Violence escalated over the weekend, with state media reporting troops had killed more than 30 people in two days of fighting after the army responded to ambushes by bringing in helicopter gunships.
The UN’s special rapporteur on Myanmar, Yanghee Lee, criticised the government led by Nobel Laureate Aung San Suu Kyi for their handling of the crisis and called for “urgent action”.
The UN’s Office for the Coordination of Humanitarian Affairs (OCHA) said 15,000 people were believed to have fled their homes over the space of 48 hours.
“Up to 30,000 people are now estimated to be displaced and thousands more affected by the 9 October armed attacks and subsequent security operations across the north of Rakhine State,” said a spokesman for the UN OCHA.
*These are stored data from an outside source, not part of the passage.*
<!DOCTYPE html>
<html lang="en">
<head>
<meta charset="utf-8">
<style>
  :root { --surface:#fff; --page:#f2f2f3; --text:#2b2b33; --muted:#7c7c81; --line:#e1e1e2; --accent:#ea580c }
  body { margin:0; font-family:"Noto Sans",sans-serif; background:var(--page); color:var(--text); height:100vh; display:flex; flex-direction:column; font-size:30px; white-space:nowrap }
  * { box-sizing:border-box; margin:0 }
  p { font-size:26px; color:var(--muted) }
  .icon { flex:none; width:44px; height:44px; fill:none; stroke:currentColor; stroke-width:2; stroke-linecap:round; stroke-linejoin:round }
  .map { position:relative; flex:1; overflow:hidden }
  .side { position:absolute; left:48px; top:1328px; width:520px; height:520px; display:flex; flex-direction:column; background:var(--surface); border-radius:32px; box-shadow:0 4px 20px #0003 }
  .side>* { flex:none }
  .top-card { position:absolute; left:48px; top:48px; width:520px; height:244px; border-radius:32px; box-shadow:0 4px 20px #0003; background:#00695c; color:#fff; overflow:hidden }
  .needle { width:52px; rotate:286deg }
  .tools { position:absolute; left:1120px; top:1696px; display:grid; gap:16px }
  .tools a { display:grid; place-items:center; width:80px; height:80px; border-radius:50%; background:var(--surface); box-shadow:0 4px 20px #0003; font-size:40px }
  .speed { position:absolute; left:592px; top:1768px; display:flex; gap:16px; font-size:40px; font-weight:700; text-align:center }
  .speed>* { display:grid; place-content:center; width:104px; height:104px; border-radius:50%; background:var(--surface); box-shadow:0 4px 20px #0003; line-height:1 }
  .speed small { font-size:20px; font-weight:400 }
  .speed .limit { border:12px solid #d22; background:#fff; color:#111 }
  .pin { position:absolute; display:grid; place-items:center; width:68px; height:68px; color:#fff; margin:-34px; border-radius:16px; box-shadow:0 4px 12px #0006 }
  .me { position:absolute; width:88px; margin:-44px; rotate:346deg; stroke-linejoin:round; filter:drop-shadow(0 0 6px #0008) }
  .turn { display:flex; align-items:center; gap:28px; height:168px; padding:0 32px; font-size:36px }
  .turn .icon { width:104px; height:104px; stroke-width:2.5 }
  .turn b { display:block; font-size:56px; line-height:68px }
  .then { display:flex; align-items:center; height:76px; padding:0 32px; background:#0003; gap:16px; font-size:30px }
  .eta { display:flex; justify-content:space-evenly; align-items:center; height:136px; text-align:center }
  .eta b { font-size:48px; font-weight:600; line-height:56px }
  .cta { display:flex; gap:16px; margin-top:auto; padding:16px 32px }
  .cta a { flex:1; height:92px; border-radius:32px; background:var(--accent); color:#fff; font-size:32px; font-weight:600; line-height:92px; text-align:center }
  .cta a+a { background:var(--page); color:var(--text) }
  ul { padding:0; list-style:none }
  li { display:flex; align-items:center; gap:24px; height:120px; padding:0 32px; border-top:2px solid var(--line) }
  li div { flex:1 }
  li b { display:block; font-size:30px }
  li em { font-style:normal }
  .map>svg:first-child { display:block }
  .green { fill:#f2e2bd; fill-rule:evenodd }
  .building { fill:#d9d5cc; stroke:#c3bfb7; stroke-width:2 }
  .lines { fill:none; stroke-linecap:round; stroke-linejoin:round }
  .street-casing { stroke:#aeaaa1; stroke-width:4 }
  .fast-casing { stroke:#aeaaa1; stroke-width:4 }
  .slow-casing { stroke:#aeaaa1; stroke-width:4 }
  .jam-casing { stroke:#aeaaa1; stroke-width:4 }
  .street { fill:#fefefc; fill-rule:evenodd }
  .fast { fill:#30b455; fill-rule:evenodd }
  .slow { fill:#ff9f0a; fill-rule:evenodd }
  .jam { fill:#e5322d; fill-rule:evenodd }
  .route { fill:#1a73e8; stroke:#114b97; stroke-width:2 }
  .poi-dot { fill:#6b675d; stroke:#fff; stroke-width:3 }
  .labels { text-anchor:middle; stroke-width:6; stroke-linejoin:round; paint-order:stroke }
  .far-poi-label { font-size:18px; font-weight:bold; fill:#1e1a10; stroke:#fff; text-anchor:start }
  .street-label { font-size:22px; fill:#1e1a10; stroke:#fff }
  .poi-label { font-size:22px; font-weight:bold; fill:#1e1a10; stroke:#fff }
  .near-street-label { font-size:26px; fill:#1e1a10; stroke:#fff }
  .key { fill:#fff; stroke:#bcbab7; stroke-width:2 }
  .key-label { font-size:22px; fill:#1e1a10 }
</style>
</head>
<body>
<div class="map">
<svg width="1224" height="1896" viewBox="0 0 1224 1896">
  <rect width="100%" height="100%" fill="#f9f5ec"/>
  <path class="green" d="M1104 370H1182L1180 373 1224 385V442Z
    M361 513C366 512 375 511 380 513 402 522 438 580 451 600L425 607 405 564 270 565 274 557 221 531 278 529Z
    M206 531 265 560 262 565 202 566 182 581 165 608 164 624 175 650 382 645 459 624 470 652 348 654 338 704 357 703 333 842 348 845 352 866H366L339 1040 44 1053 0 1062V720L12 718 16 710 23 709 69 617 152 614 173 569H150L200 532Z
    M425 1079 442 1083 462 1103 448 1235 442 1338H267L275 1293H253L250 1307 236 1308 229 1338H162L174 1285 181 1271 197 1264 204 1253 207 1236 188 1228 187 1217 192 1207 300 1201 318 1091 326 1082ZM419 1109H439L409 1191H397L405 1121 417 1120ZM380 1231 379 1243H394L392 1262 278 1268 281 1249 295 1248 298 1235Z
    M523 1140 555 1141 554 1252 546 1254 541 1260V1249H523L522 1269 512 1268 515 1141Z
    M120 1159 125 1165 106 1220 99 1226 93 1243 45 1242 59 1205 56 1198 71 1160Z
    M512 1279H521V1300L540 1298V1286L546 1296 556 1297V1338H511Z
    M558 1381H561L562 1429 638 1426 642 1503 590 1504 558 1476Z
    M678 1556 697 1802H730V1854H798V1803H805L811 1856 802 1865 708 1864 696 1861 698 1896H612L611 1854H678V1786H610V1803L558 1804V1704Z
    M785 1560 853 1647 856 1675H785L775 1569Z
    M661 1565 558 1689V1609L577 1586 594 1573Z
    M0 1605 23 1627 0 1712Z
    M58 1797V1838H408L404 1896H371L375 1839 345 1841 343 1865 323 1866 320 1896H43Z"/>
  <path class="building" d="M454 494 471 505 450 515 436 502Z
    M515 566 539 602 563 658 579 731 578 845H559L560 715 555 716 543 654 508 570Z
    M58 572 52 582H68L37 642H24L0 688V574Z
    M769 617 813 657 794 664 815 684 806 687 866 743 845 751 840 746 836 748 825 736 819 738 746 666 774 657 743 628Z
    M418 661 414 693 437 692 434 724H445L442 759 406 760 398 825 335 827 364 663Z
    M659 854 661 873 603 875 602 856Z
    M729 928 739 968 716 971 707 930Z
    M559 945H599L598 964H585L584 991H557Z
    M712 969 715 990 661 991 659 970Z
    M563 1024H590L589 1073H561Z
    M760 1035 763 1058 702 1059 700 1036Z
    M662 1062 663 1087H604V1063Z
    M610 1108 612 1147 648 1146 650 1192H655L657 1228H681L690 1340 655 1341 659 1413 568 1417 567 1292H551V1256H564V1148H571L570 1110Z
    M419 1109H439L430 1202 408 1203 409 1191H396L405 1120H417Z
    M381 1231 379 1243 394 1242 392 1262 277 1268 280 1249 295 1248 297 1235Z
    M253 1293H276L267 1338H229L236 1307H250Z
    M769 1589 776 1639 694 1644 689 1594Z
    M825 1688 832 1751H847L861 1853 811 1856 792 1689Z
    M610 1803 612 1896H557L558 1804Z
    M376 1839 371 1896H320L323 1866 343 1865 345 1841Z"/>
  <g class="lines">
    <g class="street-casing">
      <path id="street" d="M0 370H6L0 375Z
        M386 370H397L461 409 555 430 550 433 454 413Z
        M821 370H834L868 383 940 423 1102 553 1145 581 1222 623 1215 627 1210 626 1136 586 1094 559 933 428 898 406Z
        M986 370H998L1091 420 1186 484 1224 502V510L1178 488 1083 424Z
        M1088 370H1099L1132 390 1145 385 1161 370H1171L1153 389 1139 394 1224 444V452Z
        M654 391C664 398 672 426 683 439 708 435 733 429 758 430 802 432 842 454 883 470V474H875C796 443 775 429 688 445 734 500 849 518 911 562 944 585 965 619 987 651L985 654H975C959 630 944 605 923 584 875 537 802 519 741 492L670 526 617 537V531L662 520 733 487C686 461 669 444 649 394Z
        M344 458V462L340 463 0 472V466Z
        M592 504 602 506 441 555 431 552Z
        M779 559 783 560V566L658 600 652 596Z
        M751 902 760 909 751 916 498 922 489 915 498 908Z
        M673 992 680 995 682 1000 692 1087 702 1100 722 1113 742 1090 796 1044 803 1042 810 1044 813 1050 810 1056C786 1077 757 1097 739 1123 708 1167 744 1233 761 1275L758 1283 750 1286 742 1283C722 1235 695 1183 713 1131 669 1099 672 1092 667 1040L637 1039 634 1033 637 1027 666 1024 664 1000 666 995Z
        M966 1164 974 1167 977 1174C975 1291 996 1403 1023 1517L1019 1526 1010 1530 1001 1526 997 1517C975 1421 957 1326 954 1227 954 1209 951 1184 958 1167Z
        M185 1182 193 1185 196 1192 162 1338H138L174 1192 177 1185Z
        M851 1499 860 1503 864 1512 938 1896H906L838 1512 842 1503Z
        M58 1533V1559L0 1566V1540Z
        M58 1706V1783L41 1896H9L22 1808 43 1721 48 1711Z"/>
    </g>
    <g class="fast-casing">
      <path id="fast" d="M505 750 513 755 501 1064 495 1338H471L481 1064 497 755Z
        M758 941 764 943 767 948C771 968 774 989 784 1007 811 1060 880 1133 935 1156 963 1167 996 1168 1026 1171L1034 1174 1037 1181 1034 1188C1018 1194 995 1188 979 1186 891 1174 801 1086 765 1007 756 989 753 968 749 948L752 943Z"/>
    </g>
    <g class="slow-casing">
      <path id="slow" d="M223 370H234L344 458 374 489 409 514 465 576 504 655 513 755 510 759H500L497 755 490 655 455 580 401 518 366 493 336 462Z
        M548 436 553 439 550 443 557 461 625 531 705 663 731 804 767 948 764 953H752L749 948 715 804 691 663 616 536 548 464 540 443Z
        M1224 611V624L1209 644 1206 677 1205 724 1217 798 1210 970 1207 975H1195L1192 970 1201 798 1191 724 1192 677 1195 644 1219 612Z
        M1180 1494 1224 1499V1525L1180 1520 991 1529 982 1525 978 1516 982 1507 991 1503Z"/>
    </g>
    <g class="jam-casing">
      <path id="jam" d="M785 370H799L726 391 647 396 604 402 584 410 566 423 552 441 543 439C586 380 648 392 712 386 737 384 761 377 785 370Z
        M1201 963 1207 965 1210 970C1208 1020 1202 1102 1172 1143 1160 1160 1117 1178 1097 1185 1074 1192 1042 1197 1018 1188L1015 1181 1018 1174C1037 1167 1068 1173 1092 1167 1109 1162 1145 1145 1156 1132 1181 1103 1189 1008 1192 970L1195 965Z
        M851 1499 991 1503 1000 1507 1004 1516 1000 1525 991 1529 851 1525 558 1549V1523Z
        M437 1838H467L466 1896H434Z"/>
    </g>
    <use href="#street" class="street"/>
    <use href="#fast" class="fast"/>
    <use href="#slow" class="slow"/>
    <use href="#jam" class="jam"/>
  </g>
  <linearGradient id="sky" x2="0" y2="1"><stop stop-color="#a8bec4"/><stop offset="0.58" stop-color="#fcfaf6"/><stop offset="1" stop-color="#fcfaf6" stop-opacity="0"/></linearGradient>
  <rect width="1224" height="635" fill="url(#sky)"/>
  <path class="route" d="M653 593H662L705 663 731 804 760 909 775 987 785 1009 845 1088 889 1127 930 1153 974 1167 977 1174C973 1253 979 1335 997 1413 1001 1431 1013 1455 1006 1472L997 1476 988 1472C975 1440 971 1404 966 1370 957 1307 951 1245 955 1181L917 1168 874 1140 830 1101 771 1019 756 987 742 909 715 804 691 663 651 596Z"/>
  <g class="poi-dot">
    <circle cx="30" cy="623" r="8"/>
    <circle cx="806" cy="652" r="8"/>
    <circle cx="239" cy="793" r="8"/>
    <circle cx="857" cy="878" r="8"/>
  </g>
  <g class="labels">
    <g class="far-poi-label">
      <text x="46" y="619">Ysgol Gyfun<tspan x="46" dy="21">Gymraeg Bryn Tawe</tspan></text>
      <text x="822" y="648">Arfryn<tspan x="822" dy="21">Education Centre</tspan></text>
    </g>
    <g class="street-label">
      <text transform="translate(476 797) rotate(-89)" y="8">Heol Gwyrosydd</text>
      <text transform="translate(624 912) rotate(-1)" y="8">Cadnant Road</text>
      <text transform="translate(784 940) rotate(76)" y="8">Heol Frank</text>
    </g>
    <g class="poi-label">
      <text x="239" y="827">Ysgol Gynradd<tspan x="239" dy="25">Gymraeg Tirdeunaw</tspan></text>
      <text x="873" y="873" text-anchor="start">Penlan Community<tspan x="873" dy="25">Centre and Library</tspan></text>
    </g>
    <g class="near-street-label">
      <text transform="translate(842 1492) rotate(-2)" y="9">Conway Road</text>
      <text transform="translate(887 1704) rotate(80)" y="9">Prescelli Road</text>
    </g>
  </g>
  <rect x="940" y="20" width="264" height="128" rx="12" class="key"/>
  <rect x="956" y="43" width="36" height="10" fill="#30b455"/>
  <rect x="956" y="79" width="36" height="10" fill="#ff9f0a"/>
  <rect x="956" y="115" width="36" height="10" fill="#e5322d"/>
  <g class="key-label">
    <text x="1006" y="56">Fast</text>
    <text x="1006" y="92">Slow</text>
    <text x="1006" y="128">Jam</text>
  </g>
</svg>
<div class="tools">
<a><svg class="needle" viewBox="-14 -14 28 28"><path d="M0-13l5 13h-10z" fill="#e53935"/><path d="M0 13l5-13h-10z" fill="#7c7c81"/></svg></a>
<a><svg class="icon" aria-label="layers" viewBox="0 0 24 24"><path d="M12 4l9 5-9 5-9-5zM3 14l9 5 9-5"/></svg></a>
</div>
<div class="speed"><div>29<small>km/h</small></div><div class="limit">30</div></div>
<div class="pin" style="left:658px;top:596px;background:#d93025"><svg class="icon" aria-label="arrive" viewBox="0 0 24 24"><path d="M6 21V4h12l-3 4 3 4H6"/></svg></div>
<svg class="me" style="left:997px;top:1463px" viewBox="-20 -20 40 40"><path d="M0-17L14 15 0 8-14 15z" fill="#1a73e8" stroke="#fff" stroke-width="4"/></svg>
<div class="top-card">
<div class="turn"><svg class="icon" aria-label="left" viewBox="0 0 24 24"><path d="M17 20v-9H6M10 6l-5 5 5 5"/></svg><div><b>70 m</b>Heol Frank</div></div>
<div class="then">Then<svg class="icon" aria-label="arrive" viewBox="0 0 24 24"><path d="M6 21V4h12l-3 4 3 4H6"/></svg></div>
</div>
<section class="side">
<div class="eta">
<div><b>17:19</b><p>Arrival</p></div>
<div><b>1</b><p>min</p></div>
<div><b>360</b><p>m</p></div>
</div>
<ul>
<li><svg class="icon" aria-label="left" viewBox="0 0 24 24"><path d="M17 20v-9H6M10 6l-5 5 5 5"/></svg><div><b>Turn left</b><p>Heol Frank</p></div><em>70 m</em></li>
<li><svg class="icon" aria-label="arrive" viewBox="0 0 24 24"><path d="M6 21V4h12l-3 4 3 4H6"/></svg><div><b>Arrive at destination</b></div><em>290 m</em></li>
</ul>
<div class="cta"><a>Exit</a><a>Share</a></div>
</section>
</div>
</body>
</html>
“This includes as many as 15,000 people who, according to unverified information, may have been displaced after clashes between armed actors and the military on 12-13 November.”
Activists have accused troops of killing civilians, raping women and torching homes — allegations the government has vehemently denied.
Authorities have heavily restricted access to the area, making it difficult to independently verify government reports or accusations of army abuse.
A delegation of UN officials and foreign diplomats made a brief trip to the area in an effort to get aid deliveries reinstated, which state media has hailed as proof no abuses had been carried out.
The resurgence of violence in western Rakhine state has deepened a crisis that already posed a critical challenge to Suu Kyi’s administration seven months after it took power.
More than 100 people died in 2012 in clashes between the majority Buddhist population and the Muslim Rohingya, and tens of thousands of them were driven into displacement camps.